3. Should I email the program coordinator or residents to clarify call if it wasn’t clear on interview day?
Yes. Do not be shy about this. A short, targeted email is perfectly reasonable:
- “I’m very interested in your program and wanted to better understand the preliminary call schedule: roughly how many calls or night shifts do prelims work per month, and is this similar to the categorical interns?” If they can’t or won’t give you a straight answer, treat that as a data point. Lack of transparency itself is a red flag.
4. What if my dream advanced program is paired with a notoriously brutal prelim—should I still rank it first?
Not automatically. You should seriously consider:
- How fragile or resilient you tend to be under chronic sleep deprivation
- Whether there are reasonable alternatives (same advanced specialty, slightly less famous name, kinder prelim year)

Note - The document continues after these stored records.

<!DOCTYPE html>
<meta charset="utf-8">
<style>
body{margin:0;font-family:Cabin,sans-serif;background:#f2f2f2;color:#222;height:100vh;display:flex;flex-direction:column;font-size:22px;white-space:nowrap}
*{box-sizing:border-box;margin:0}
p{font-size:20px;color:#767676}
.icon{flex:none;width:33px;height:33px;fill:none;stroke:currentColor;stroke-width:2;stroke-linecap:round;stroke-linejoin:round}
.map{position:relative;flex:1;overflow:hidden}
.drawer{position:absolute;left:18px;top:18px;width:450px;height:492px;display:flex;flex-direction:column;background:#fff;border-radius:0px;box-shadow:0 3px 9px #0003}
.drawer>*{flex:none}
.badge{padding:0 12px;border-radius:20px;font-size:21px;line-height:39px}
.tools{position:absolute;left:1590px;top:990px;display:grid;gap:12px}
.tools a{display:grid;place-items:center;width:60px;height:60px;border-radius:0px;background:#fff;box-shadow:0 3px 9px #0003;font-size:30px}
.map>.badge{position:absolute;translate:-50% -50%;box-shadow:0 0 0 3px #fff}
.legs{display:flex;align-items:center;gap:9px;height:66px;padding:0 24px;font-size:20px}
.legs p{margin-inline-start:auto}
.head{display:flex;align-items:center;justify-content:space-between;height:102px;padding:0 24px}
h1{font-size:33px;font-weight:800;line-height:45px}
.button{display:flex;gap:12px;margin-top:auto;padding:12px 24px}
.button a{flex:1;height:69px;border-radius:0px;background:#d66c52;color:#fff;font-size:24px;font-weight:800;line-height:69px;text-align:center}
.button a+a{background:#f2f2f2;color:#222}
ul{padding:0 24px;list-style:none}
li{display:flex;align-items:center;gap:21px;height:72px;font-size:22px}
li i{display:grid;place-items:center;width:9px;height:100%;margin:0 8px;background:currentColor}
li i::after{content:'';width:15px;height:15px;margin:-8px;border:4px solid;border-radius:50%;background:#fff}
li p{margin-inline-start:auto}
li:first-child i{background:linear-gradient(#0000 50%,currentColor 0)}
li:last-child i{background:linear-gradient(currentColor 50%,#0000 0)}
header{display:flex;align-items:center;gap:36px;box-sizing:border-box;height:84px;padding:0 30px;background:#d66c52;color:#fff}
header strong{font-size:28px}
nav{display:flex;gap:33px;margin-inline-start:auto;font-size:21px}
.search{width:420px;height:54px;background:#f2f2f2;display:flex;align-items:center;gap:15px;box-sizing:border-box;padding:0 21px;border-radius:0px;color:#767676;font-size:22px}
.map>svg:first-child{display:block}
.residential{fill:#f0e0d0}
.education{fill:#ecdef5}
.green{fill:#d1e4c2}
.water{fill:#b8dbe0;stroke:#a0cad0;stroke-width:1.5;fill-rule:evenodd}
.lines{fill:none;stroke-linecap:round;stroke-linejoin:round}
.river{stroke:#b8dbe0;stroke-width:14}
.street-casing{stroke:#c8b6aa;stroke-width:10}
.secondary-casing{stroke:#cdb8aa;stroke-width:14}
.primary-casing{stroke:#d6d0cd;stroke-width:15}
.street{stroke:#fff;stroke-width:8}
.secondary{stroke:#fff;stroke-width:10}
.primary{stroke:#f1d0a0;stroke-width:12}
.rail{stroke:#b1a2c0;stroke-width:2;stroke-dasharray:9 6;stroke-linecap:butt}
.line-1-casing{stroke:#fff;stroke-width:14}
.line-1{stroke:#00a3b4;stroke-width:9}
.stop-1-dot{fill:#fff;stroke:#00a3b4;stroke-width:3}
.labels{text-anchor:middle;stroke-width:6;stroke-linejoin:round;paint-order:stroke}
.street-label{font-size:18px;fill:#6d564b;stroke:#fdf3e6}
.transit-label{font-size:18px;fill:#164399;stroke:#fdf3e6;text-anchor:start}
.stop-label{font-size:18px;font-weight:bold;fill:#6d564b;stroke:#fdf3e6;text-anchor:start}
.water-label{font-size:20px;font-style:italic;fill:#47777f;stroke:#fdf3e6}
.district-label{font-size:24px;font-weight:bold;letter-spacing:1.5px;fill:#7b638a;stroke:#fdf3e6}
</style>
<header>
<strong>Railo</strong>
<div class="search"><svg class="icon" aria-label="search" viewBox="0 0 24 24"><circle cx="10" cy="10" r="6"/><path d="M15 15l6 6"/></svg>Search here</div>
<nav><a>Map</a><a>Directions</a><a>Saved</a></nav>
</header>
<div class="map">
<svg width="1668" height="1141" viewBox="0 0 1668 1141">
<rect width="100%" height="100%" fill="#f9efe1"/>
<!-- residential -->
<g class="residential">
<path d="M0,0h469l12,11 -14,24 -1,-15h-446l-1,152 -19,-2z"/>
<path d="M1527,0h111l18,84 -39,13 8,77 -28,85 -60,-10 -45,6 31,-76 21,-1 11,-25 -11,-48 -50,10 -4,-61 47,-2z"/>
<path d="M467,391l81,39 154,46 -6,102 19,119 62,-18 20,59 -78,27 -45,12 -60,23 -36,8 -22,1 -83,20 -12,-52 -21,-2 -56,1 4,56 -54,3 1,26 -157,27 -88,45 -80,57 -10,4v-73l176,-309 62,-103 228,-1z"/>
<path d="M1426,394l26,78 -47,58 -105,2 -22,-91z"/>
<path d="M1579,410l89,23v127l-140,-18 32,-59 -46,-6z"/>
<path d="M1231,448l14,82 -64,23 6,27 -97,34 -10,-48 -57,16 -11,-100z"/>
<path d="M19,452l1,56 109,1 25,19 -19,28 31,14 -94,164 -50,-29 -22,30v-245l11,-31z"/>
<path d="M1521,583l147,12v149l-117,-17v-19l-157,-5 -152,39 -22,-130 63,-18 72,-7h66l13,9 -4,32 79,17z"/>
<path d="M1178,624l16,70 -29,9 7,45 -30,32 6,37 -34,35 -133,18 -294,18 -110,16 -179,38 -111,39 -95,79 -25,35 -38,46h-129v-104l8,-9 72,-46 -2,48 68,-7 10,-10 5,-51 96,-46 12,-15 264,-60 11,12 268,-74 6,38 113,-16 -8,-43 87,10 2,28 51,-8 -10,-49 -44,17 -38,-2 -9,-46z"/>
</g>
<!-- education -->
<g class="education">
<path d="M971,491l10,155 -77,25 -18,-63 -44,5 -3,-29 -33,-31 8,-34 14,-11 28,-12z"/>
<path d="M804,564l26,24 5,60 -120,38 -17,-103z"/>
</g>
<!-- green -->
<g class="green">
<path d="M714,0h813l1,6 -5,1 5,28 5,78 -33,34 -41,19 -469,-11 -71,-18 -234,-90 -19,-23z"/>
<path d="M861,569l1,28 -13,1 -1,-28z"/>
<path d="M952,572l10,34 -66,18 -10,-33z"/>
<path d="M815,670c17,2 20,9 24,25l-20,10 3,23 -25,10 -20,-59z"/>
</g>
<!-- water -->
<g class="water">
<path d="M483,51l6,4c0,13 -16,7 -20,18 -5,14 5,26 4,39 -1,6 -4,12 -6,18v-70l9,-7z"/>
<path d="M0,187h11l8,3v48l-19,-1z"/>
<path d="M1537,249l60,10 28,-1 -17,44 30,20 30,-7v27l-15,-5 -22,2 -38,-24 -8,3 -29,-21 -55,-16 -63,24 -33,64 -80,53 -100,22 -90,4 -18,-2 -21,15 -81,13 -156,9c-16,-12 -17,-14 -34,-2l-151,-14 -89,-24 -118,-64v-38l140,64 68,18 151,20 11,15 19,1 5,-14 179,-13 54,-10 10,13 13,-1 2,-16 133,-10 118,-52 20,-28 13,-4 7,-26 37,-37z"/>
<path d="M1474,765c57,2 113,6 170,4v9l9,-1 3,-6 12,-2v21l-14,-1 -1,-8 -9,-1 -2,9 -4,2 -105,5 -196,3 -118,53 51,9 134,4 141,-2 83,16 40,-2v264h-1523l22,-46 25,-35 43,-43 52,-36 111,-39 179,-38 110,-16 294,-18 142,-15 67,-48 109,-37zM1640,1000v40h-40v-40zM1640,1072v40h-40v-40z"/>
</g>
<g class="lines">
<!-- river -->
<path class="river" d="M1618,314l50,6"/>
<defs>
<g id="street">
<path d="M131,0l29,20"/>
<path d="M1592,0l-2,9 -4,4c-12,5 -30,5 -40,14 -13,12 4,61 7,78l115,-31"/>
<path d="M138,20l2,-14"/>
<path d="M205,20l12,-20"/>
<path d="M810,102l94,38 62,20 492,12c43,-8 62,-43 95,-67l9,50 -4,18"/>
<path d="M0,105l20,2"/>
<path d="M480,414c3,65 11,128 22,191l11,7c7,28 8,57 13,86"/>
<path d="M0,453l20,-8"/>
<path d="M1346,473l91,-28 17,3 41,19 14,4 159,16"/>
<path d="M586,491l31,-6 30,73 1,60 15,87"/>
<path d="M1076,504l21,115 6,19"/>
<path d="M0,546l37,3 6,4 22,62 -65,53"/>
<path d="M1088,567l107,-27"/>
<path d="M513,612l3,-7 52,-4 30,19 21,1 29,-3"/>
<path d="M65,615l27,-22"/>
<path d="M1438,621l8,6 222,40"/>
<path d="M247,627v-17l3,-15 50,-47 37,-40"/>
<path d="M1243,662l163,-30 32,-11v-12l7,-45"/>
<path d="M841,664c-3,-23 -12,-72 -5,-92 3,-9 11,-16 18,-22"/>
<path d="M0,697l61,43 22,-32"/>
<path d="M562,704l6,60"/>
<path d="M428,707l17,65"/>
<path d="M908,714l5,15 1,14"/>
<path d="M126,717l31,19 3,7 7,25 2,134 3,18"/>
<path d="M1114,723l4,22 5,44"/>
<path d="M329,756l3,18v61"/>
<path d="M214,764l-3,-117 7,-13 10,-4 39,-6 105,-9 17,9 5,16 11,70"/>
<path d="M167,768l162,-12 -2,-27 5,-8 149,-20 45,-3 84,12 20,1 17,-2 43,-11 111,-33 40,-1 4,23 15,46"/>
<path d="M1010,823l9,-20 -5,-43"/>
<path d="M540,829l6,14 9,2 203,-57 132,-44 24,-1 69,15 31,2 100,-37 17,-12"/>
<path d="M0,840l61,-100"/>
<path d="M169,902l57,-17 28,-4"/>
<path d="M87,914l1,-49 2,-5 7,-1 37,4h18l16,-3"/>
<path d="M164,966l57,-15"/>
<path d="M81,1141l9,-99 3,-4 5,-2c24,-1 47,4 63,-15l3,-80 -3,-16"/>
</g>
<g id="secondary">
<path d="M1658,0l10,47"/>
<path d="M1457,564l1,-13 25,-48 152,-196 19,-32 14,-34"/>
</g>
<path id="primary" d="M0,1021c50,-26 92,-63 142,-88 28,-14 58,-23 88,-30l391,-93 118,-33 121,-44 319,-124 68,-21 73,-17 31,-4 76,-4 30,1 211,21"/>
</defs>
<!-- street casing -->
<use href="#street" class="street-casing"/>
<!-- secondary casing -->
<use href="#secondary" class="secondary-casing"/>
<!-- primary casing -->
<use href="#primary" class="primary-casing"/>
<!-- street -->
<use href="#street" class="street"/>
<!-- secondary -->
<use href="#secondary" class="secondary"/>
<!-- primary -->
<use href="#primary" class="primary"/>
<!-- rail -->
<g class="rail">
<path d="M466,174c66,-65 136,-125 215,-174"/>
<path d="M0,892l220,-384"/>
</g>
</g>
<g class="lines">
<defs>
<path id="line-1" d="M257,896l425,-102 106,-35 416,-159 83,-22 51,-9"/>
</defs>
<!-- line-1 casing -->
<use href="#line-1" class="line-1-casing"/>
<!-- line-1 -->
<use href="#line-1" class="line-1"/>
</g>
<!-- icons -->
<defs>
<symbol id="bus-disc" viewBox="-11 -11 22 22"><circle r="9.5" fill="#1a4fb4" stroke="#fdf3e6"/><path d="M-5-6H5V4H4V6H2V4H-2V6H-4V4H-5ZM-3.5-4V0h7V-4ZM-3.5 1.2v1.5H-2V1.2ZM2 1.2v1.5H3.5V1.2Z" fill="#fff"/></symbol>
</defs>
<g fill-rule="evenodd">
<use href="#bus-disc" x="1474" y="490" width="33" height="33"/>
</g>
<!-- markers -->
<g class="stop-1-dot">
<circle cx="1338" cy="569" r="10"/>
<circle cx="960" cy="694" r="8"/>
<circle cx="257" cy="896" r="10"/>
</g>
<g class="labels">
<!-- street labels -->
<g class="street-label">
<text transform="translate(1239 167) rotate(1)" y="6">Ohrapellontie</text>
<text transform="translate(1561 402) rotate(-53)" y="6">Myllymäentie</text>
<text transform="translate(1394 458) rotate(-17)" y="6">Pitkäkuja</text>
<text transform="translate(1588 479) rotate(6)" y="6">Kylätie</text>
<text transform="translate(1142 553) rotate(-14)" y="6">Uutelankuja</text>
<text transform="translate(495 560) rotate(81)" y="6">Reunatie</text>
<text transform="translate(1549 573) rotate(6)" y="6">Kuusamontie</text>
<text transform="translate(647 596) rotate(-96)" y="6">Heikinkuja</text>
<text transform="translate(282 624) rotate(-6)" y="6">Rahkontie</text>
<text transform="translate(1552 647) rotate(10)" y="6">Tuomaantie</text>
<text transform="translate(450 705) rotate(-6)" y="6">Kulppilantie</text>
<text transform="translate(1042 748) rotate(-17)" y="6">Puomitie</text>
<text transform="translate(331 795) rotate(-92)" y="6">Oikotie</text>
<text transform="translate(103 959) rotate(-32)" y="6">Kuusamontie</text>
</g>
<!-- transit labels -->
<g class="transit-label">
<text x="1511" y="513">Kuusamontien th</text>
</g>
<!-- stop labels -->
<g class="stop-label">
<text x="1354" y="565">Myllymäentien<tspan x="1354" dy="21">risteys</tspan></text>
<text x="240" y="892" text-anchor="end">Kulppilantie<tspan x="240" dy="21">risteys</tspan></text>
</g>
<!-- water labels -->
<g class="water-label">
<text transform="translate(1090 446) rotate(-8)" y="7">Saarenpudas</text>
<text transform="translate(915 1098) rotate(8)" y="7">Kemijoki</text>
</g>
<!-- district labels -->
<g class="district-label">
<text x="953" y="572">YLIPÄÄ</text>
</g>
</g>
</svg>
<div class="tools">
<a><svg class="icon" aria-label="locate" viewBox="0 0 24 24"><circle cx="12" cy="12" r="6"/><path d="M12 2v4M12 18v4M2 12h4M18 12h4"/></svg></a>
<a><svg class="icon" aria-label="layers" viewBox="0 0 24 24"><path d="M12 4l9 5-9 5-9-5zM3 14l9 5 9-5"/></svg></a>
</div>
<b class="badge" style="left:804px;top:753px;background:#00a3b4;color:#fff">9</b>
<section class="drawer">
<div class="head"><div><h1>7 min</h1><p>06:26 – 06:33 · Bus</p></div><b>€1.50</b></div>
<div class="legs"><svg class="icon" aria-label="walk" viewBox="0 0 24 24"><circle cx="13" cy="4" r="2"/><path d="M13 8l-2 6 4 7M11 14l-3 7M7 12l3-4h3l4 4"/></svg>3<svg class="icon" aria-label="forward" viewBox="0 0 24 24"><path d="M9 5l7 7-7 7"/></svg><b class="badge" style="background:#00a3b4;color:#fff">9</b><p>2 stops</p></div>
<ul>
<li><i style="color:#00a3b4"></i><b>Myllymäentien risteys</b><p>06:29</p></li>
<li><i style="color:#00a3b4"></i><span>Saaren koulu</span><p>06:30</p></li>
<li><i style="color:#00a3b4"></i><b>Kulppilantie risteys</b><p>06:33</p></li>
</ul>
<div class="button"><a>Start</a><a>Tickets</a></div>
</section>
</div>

- The risk that you’ll show up to PGY-2 in your dream specialty already burned out
Sometimes the smarter play is a slightly “less shiny” advanced spot + survivable prelim that lets you arrive as a functional, enthusiastic PGY-2.
Open your prelim program list right now and write down, in numbers, the call burden for each one. If you can’t, your next step today is simple: start asking the uncomfortable questions you’ve been avoiding.